━━ Data shown ━━
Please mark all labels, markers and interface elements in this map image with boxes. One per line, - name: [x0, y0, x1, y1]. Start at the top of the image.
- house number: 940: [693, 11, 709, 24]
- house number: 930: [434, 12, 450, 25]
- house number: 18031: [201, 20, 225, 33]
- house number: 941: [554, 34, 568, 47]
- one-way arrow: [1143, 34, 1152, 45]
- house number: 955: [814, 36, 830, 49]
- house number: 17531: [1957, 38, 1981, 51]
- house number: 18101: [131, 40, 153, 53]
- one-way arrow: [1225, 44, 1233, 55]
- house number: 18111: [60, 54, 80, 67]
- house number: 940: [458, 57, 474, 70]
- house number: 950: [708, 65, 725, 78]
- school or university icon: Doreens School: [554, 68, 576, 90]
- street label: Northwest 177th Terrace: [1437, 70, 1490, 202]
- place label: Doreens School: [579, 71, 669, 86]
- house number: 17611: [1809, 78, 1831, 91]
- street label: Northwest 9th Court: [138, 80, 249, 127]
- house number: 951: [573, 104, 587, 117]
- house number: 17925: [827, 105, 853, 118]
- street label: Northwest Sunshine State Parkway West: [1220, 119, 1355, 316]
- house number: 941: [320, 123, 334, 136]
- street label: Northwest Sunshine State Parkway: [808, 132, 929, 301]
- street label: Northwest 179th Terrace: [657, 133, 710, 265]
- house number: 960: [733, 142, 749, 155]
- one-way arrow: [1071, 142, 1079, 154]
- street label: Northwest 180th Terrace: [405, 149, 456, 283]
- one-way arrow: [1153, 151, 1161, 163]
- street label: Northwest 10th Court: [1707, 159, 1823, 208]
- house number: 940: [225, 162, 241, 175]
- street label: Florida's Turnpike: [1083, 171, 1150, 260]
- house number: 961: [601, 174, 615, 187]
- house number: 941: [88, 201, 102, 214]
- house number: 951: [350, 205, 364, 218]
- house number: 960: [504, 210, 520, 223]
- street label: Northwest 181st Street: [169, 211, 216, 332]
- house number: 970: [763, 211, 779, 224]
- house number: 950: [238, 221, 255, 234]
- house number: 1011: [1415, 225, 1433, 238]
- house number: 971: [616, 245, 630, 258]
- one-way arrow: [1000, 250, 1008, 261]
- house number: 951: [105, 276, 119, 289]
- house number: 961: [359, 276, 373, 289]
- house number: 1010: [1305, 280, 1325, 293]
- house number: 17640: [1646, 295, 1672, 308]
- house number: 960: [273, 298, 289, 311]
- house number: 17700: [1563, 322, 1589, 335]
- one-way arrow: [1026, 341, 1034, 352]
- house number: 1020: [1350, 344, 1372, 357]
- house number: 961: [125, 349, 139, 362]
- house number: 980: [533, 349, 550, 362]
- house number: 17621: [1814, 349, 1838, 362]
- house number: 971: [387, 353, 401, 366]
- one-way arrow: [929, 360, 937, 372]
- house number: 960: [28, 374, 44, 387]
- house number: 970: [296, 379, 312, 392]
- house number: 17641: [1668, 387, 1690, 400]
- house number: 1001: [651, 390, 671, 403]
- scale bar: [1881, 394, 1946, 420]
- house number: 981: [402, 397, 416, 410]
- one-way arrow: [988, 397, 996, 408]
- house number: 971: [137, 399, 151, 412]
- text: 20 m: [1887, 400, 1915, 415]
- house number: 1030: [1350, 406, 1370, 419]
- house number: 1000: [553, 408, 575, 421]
━━━
━━ Data shown ━━
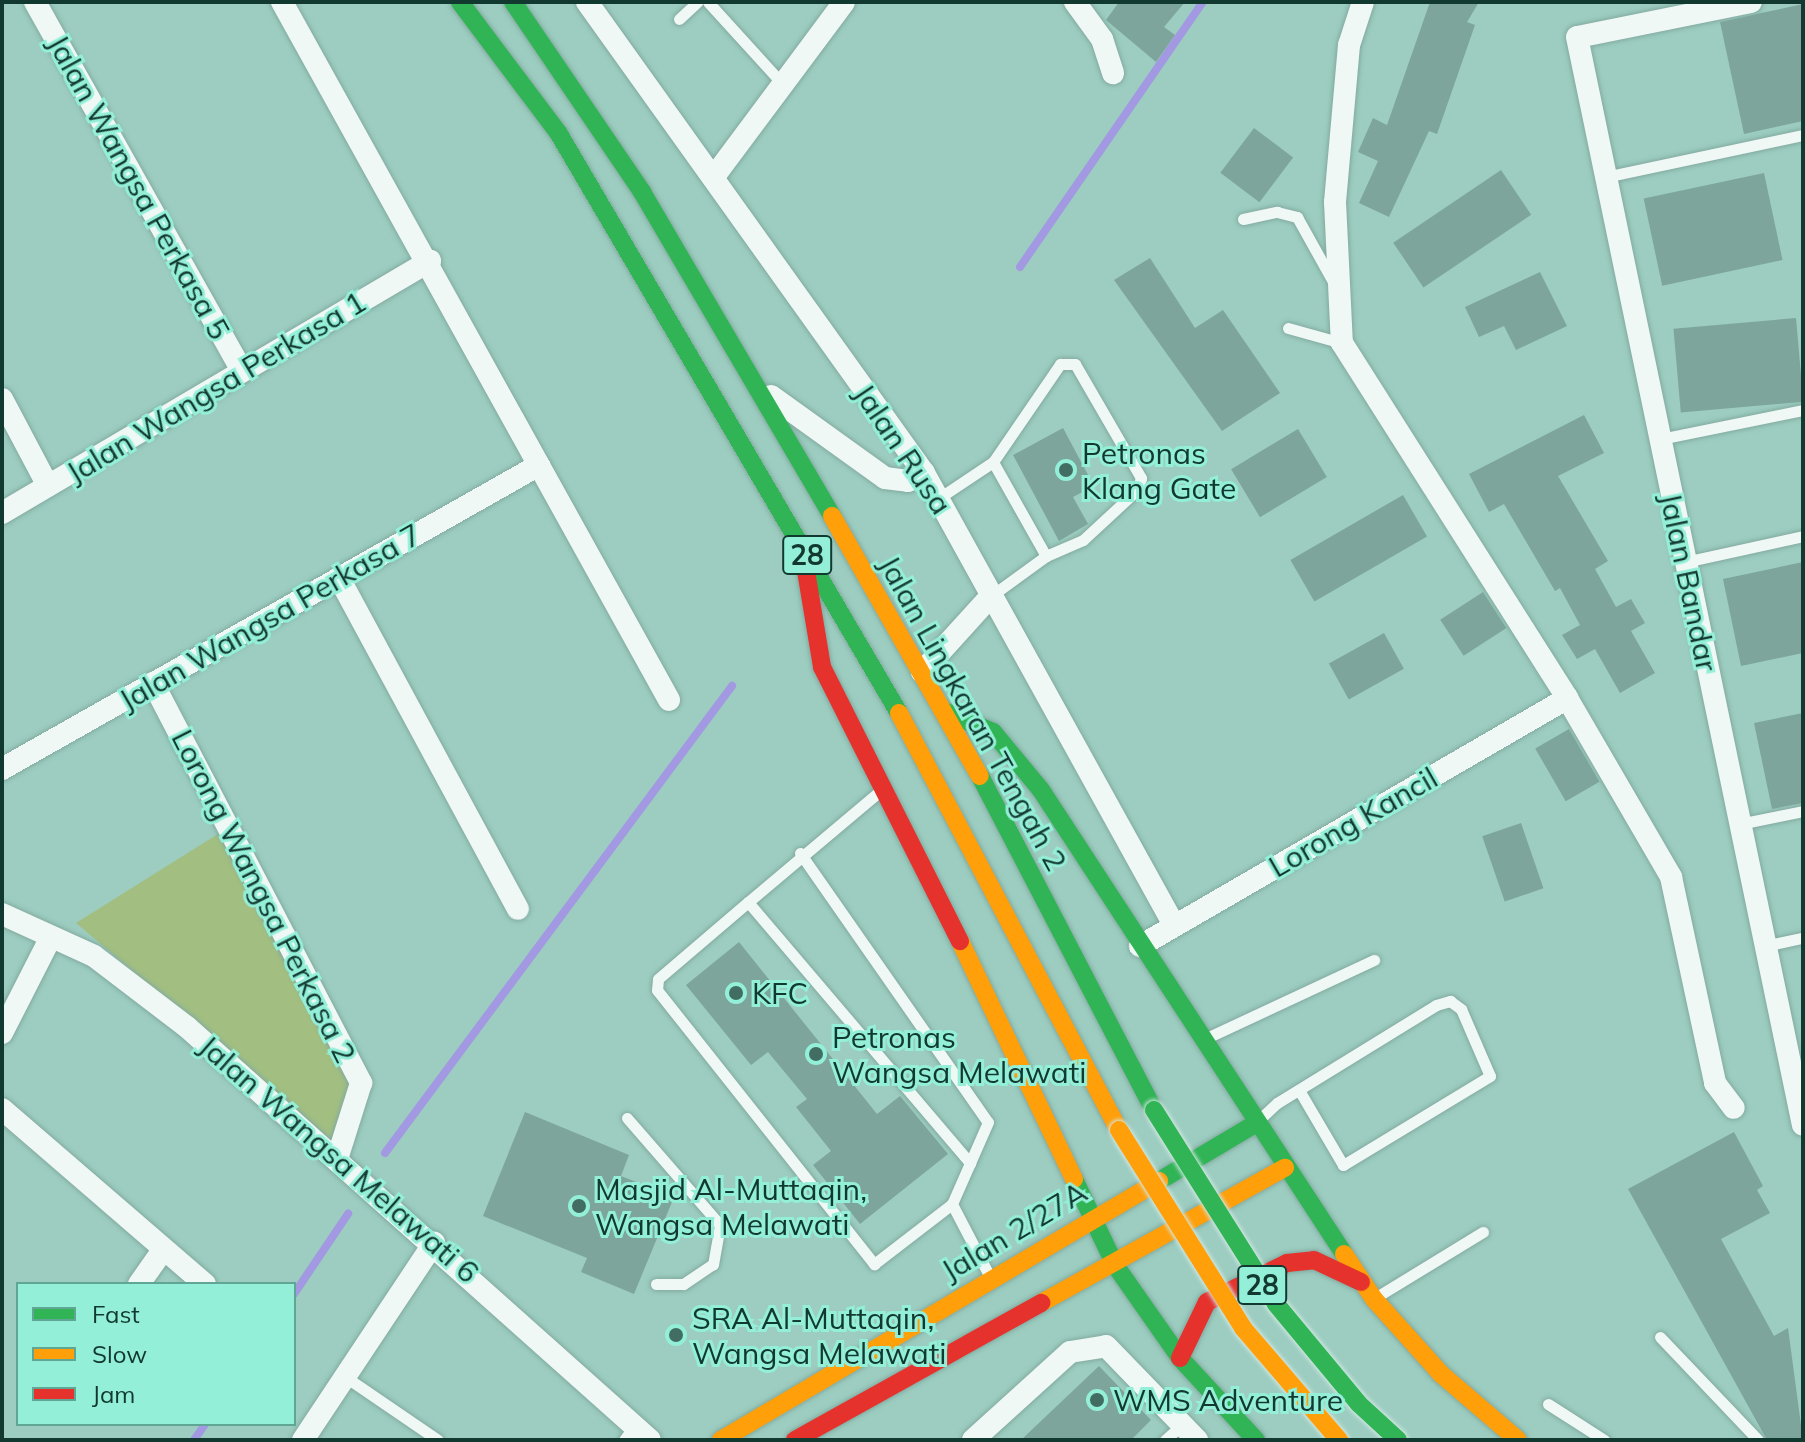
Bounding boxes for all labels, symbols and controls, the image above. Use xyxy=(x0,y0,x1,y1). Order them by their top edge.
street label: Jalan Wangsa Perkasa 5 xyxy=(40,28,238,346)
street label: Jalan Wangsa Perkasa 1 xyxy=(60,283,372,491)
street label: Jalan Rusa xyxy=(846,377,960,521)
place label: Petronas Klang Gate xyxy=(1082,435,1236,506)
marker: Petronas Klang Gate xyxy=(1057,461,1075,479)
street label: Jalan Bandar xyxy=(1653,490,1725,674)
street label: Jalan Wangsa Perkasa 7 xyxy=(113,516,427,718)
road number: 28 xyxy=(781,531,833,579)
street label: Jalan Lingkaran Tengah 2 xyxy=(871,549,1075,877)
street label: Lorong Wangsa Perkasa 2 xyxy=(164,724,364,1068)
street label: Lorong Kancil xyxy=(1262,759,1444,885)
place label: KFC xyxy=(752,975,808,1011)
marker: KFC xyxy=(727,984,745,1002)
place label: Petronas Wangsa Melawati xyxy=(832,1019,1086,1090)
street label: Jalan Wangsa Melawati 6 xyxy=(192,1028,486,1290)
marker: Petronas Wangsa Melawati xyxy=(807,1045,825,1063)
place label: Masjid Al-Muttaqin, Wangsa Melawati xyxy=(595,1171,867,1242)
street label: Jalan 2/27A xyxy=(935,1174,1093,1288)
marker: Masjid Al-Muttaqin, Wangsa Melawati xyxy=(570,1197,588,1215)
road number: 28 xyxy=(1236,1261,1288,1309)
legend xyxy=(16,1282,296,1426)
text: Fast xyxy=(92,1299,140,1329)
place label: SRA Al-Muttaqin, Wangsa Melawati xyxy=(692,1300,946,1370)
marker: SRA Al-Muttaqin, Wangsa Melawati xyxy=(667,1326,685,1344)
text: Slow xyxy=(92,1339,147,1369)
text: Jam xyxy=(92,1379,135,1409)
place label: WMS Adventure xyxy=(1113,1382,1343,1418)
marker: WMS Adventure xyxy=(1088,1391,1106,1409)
━━━
━━ Data shown ━━
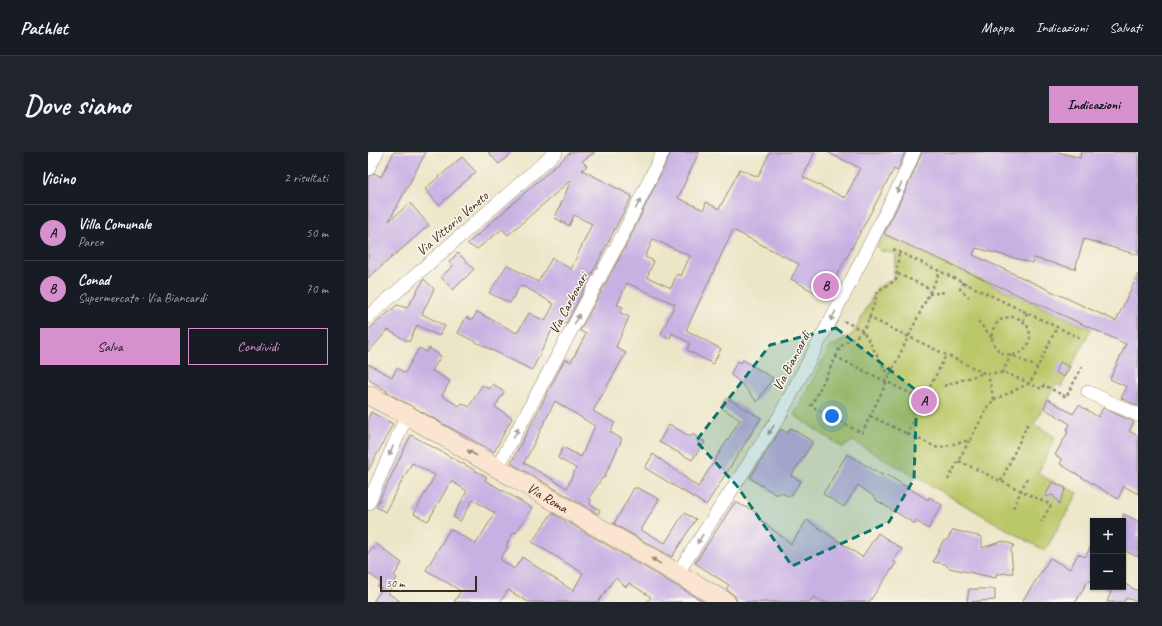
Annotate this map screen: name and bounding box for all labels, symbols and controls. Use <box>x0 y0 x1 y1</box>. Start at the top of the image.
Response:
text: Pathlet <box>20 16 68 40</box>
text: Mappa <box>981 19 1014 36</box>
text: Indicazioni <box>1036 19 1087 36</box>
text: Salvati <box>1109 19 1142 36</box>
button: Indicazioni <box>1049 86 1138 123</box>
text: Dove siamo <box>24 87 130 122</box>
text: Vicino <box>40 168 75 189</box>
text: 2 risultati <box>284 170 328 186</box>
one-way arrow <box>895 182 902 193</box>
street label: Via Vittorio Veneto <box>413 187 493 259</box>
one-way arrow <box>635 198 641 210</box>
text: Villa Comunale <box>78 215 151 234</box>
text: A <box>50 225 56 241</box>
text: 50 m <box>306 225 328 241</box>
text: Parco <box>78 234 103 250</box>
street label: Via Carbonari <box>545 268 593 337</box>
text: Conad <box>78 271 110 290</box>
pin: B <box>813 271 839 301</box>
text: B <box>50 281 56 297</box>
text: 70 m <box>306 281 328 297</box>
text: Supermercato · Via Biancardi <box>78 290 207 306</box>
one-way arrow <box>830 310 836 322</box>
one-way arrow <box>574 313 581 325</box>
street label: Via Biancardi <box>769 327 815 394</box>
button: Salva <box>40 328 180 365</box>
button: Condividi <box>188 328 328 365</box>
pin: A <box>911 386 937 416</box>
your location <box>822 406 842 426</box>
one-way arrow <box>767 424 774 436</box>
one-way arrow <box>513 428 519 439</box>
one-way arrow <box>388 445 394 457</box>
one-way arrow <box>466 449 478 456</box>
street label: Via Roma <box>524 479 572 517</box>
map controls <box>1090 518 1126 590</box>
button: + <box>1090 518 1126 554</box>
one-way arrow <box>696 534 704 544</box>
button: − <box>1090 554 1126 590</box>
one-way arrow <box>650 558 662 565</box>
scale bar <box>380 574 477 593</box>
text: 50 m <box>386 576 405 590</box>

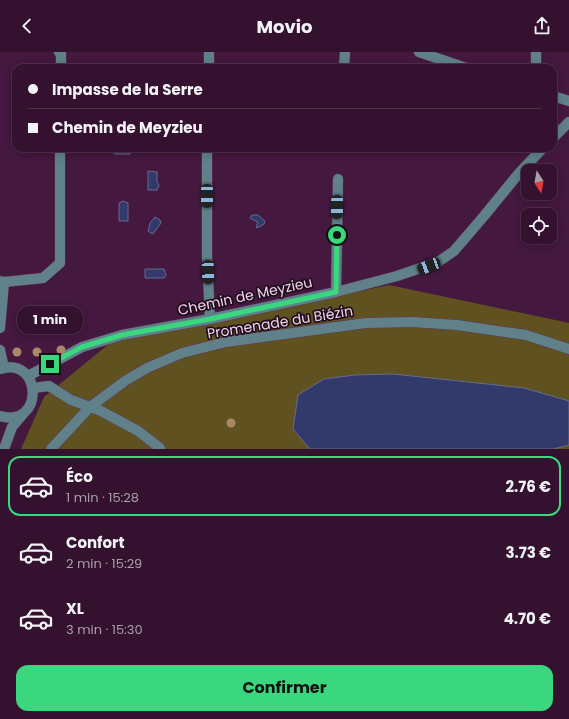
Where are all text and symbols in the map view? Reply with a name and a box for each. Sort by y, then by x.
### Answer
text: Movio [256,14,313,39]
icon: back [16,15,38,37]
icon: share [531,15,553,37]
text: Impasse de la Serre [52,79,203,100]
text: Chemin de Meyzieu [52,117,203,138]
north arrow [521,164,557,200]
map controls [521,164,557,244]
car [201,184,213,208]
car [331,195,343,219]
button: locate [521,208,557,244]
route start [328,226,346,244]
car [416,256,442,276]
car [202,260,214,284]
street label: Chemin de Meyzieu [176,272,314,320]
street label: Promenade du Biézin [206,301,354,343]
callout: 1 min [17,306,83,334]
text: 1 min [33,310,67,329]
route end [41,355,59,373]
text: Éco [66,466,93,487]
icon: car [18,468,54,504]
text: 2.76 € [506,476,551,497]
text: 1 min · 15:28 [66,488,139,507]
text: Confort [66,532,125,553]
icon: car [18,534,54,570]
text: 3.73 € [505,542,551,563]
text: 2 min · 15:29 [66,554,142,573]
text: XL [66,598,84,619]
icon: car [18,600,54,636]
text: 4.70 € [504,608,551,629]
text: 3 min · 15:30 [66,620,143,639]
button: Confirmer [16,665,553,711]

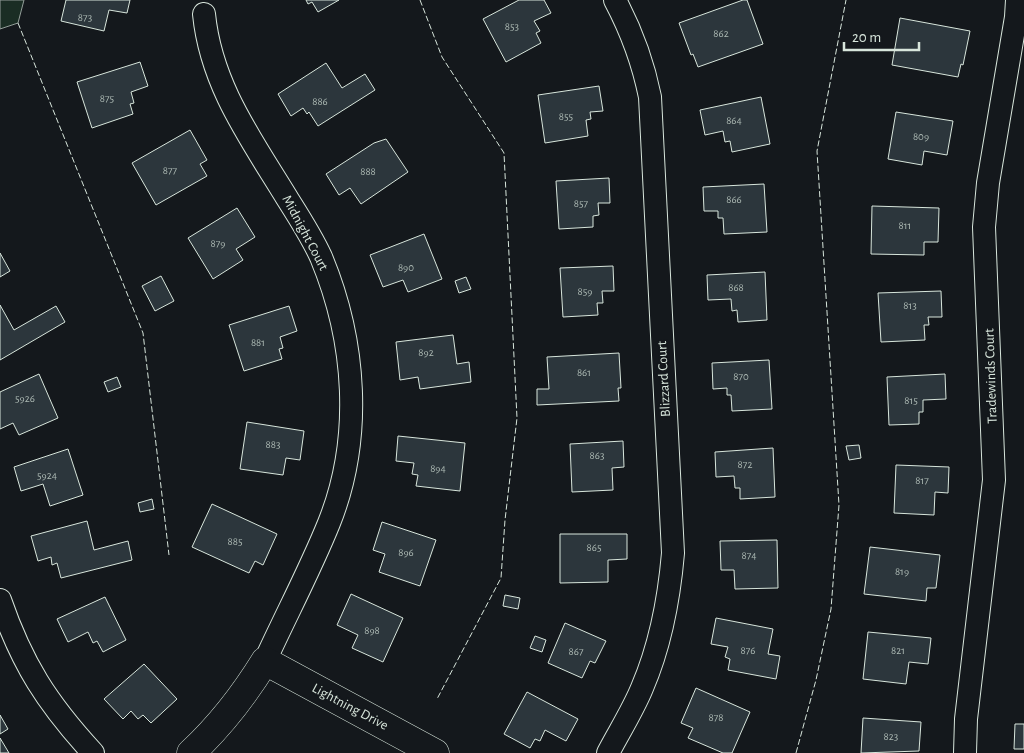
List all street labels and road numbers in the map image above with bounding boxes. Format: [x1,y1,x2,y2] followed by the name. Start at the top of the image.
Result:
━━━
* Work instruction *
Look above for the line with "Annotate this map" and copy exactly from it through the line with "Where are all", both included. Omit the pictures.

* Exercise output *
Annotate this map screen: name and bounding box for all labels, symbols and controls. Use <box>x0 y0 x1 y1</box>. Start at the top of the image.
Response:
text: Pathlet <box>20 16 68 40</box>
text: Mappa <box>981 19 1014 36</box>
text: Indicazioni <box>1036 19 1087 36</box>
text: Salvati <box>1109 19 1142 36</box>
button: Indicazioni <box>1049 86 1138 123</box>
text: Dove siamo <box>24 87 130 122</box>
text: Vicino <box>40 168 75 189</box>
text: 2 risultati <box>284 170 328 186</box>
one-way arrow <box>895 182 902 193</box>
street label: Via Vittorio Veneto <box>413 187 493 259</box>
one-way arrow <box>635 198 641 210</box>
text: Villa Comunale <box>78 215 151 234</box>
text: A <box>50 225 56 241</box>
text: 50 m <box>306 225 328 241</box>
text: Parco <box>78 234 103 250</box>
street label: Via Carbonari <box>545 268 593 337</box>
text: Conad <box>78 271 110 290</box>
pin: B <box>813 271 839 301</box>
text: B <box>50 281 56 297</box>
text: 70 m <box>306 281 328 297</box>
text: Supermercato · Via Biancardi <box>78 290 207 306</box>
one-way arrow <box>830 310 836 322</box>
one-way arrow <box>574 313 581 325</box>
street label: Via Biancardi <box>769 327 815 394</box>
button: Salva <box>40 328 180 365</box>
button: Condividi <box>188 328 328 365</box>
pin: A <box>911 386 937 416</box>
your location <box>822 406 842 426</box>
one-way arrow <box>767 424 774 436</box>
one-way arrow <box>513 428 519 439</box>
one-way arrow <box>388 445 394 457</box>
one-way arrow <box>466 449 478 456</box>
street label: Via Roma <box>524 479 572 517</box>
map controls <box>1090 518 1126 590</box>
button: + <box>1090 518 1126 554</box>
one-way arrow <box>696 534 704 544</box>
button: − <box>1090 554 1126 590</box>
one-way arrow <box>650 558 662 565</box>
scale bar <box>380 574 477 593</box>
text: 50 m <box>386 576 405 590</box>

Where are all text and symbols in the map view? Reply with a name and a box for each. Sort by y, then by x.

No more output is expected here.